Problem to solve
Your output should contain every record, unchanged.

Material shown
*** Begin section ***

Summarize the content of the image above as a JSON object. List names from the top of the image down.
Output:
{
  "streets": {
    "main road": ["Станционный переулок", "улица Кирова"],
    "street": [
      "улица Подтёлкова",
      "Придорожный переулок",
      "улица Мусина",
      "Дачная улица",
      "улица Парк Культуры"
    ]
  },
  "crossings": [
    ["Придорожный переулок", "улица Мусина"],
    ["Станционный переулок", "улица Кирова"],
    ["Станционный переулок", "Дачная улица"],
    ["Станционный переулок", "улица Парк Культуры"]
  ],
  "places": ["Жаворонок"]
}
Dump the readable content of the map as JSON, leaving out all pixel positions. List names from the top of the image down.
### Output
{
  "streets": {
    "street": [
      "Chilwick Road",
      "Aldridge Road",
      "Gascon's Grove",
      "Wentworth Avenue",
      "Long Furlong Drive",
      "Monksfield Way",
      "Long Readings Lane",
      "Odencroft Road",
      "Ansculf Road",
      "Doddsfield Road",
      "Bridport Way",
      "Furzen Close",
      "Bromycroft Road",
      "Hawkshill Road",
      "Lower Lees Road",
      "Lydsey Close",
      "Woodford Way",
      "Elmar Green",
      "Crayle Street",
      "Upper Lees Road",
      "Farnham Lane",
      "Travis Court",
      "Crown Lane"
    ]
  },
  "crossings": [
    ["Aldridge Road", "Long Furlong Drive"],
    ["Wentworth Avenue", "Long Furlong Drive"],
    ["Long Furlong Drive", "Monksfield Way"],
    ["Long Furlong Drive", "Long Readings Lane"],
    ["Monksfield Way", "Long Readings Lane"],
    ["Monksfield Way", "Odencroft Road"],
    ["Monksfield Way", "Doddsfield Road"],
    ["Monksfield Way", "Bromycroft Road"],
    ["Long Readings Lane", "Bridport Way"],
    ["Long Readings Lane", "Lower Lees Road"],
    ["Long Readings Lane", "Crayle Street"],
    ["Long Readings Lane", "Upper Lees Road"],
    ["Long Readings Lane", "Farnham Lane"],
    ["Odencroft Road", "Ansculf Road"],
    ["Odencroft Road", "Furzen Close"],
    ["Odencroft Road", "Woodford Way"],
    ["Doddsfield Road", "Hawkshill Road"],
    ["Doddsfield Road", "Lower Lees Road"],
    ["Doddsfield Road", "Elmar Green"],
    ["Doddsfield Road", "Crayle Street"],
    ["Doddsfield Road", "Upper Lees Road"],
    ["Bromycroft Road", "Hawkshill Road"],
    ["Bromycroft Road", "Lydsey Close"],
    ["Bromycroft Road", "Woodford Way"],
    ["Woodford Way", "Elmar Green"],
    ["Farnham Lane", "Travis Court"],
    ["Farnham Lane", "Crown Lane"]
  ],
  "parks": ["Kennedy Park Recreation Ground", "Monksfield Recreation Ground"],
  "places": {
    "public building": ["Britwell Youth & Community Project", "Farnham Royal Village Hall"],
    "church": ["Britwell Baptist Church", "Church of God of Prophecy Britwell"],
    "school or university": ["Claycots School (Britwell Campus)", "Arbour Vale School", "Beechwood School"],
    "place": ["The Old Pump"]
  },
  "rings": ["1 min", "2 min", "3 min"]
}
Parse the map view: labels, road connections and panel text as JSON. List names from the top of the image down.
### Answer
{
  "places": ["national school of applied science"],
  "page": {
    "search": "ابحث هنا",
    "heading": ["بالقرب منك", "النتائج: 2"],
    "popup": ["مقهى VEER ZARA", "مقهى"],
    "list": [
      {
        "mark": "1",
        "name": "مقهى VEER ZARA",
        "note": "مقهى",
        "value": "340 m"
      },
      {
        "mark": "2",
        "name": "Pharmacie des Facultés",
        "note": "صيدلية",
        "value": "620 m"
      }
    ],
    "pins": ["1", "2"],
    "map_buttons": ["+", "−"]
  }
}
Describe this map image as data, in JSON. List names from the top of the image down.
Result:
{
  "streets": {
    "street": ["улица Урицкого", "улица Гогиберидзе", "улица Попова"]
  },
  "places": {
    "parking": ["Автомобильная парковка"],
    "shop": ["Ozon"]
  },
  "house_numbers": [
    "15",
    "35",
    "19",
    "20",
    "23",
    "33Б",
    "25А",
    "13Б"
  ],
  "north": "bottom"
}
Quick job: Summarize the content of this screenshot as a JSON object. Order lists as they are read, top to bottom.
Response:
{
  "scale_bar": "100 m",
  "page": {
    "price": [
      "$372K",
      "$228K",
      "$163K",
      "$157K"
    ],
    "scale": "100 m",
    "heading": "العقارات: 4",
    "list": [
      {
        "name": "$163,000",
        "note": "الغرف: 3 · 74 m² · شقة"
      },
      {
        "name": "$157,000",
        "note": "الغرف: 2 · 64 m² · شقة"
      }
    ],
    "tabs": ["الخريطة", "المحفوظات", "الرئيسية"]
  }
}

*** End section ***

Answer to the problem
Summarize the content of the image above as a JSON object. List names from the top of the image down.
Output:
{
  "streets": {
    "main road": ["Станционный переулок", "улица Кирова"],
    "street": [
      "улица Подтёлкова",
      "Придорожный переулок",
      "улица Мусина",
      "Дачная улица",
      "улица Парк Культуры"
    ]
  },
  "crossings": [
    ["Придорожный переулок", "улица Мусина"],
    ["Станционный переулок", "улица Кирова"],
    ["Станционный переулок", "Дачная улица"],
    ["Станционный переулок", "улица Парк Культуры"]
  ],
  "places": ["Жаворонок"]
}
Dump the readable content of the map as JSON, leaving out all pixel positions. List names from the top of the image down.
### Output
{
  "streets": {
    "street": [
      "Chilwick Road",
      "Aldridge Road",
      "Gascon's Grove",
      "Wentworth Avenue",
      "Long Furlong Drive",
      "Monksfield Way",
      "Long Readings Lane",
      "Odencroft Road",
      "Ansculf Road",
      "Doddsfield Road",
      "Bridport Way",
      "Furzen Close",
      "Bromycroft Road",
      "Hawkshill Road",
      "Lower Lees Road",
      "Lydsey Close",
      "Woodford Way",
      "Elmar Green",
      "Crayle Street",
      "Upper Lees Road",
      "Farnham Lane",
      "Travis Court",
      "Crown Lane"
    ]
  },
  "crossings": [
    ["Aldridge Road", "Long Furlong Drive"],
    ["Wentworth Avenue", "Long Furlong Drive"],
    ["Long Furlong Drive", "Monksfield Way"],
    ["Long Furlong Drive", "Long Readings Lane"],
    ["Monksfield Way", "Long Readings Lane"],
    ["Monksfield Way", "Odencroft Road"],
    ["Monksfield Way", "Doddsfield Road"],
    ["Monksfield Way", "Bromycroft Road"],
    ["Long Readings Lane", "Bridport Way"],
    ["Long Readings Lane", "Lower Lees Road"],
    ["Long Readings Lane", "Crayle Street"],
    ["Long Readings Lane", "Upper Lees Road"],
    ["Long Readings Lane", "Farnham Lane"],
    ["Odencroft Road", "Ansculf Road"],
    ["Odencroft Road", "Furzen Close"],
    ["Odencroft Road", "Woodford Way"],
    ["Doddsfield Road", "Hawkshill Road"],
    ["Doddsfield Road", "Lower Lees Road"],
    ["Doddsfield Road", "Elmar Green"],
    ["Doddsfield Road", "Crayle Street"],
    ["Doddsfield Road", "Upper Lees Road"],
    ["Bromycroft Road", "Hawkshill Road"],
    ["Bromycroft Road", "Lydsey Close"],
    ["Bromycroft Road", "Woodford Way"],
    ["Woodford Way", "Elmar Green"],
    ["Farnham Lane", "Travis Court"],
    ["Farnham Lane", "Crown Lane"]
  ],
  "parks": ["Kennedy Park Recreation Ground", "Monksfield Recreation Ground"],
  "places": {
    "public building": ["Britwell Youth & Community Project", "Farnham Royal Village Hall"],
    "church": ["Britwell Baptist Church", "Church of God of Prophecy Britwell"],
    "school or university": ["Claycots School (Britwell Campus)", "Arbour Vale School", "Beechwood School"],
    "place": ["The Old Pump"]
  },
  "rings": ["1 min", "2 min", "3 min"]
}
Parse the map view: labels, road connections and panel text as JSON. List names from the top of the image down.
### Answer
{
  "places": ["national school of applied science"],
  "page": {
    "search": "ابحث هنا",
    "heading": ["بالقرب منك", "النتائج: 2"],
    "popup": ["مقهى VEER ZARA", "مقهى"],
    "list": [
      {
        "mark": "1",
        "name": "مقهى VEER ZARA",
        "note": "مقهى",
        "value": "340 m"
      },
      {
        "mark": "2",
        "name": "Pharmacie des Facultés",
        "note": "صيدلية",
        "value": "620 m"
      }
    ],
    "pins": ["1", "2"],
    "map_buttons": ["+", "−"]
  }
}
Describe this map image as data, in JSON. List names from the top of the image down.
Result:
{
  "streets": {
    "street": ["улица Урицкого", "улица Гогиберидзе", "улица Попова"]
  },
  "places": {
    "parking": ["Автомобильная парковка"],
    "shop": ["Ozon"]
  },
  "house_numbers": [
    "15",
    "35",
    "19",
    "20",
    "23",
    "33Б",
    "25А",
    "13Б"
  ],
  "north": "bottom"
}
Quick job: Summarize the content of this screenshot as a JSON object. Order lists as they are read, top to bottom.
Response:
{
  "scale_bar": "100 m",
  "page": {
    "price": [
      "$372K",
      "$228K",
      "$163K",
      "$157K"
    ],
    "scale": "100 m",
    "heading": "العقارات: 4",
    "list": [
      {
        "name": "$163,000",
        "note": "الغرف: 3 · 74 m² · شقة"
      },
      {
        "name": "$157,000",
        "note": "الغرف: 2 · 64 m² · شقة"
      }
    ],
    "tabs": ["الخريطة", "المحفوظات", "الرئيسية"]
  }
}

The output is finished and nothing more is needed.